Material supplied =>
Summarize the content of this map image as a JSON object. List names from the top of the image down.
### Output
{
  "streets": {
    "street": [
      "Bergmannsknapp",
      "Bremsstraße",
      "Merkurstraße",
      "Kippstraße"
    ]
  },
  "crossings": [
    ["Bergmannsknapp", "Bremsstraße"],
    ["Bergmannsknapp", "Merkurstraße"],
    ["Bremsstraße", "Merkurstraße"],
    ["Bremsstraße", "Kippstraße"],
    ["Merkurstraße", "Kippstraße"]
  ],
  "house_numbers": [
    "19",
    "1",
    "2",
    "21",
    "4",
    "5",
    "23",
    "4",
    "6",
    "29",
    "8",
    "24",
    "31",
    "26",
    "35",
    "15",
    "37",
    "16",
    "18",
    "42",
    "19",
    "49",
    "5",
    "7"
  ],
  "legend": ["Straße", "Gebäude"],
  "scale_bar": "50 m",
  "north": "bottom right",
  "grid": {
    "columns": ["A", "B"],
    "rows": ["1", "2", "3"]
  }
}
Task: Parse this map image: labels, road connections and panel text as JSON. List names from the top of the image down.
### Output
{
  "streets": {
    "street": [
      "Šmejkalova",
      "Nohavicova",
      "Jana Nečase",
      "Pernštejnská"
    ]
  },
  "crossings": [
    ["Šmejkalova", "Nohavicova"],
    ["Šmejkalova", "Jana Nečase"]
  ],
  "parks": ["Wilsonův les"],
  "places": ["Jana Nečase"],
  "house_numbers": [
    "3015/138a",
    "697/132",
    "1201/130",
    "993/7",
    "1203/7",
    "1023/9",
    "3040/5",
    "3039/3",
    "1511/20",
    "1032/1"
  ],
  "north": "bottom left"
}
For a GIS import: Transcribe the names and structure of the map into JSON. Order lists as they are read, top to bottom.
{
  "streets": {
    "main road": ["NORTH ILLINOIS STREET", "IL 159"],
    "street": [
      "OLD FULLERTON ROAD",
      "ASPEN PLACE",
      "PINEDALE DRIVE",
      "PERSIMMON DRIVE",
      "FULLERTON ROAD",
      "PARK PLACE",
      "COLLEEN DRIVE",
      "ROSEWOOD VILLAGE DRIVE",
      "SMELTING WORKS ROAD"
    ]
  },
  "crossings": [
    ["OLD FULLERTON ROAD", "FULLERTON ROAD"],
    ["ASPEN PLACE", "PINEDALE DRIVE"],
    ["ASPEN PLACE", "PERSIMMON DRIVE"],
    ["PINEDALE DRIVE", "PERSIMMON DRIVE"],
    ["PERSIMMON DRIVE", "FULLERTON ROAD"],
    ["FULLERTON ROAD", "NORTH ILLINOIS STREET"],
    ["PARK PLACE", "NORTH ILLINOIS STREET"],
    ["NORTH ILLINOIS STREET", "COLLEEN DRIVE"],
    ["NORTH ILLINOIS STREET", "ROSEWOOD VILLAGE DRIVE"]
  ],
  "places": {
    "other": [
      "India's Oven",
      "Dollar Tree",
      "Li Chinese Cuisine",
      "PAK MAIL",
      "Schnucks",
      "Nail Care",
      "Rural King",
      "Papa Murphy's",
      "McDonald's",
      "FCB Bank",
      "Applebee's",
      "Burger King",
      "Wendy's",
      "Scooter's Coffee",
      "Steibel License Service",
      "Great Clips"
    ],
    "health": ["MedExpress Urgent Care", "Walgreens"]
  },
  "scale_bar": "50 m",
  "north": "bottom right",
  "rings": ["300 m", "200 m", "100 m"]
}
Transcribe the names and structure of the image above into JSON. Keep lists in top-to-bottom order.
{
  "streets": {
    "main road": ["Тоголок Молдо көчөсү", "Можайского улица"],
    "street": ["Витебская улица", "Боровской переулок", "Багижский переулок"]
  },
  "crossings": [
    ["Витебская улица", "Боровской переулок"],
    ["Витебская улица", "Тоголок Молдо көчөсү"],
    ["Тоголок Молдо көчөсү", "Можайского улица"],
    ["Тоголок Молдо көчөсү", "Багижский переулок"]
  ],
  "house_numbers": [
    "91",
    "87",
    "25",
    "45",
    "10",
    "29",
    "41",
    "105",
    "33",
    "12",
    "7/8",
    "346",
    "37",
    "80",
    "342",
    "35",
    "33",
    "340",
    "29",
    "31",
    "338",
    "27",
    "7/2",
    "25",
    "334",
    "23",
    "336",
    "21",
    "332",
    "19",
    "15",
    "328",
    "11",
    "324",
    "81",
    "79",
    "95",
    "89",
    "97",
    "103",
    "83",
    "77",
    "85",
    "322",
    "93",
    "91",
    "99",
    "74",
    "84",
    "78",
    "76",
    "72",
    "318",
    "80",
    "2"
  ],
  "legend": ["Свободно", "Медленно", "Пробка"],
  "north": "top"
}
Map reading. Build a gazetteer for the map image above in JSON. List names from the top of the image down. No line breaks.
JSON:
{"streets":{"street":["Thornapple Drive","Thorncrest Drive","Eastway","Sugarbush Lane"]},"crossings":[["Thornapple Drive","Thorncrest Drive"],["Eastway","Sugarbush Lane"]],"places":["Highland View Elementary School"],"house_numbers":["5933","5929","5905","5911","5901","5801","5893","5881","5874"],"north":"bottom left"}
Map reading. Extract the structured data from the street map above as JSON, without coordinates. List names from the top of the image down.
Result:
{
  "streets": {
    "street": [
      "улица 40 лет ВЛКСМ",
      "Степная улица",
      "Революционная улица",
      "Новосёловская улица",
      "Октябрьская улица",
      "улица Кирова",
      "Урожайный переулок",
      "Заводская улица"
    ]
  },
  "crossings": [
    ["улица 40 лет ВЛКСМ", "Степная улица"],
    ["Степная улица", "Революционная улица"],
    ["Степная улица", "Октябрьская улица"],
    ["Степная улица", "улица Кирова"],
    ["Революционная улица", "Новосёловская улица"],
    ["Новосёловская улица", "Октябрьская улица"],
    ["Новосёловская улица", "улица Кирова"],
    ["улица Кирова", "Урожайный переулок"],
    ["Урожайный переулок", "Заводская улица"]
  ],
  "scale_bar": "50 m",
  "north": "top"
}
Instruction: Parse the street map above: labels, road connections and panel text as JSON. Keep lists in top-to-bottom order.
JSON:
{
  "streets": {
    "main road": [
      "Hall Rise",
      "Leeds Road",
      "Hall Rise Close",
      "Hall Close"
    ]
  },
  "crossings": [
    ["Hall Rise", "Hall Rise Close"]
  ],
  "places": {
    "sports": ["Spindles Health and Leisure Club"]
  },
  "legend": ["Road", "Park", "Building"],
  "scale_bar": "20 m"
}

Problem description => Match on "Новосёловская" and report each line of the data above that has it.

Result =>
      "Новосёловская улица",
    ["Революционная улица", "Новосёловская улица"],
    ["Новосёловская улица", "Октябрьская улица"],
    ["Новосёловская улица", "улица Кирова"],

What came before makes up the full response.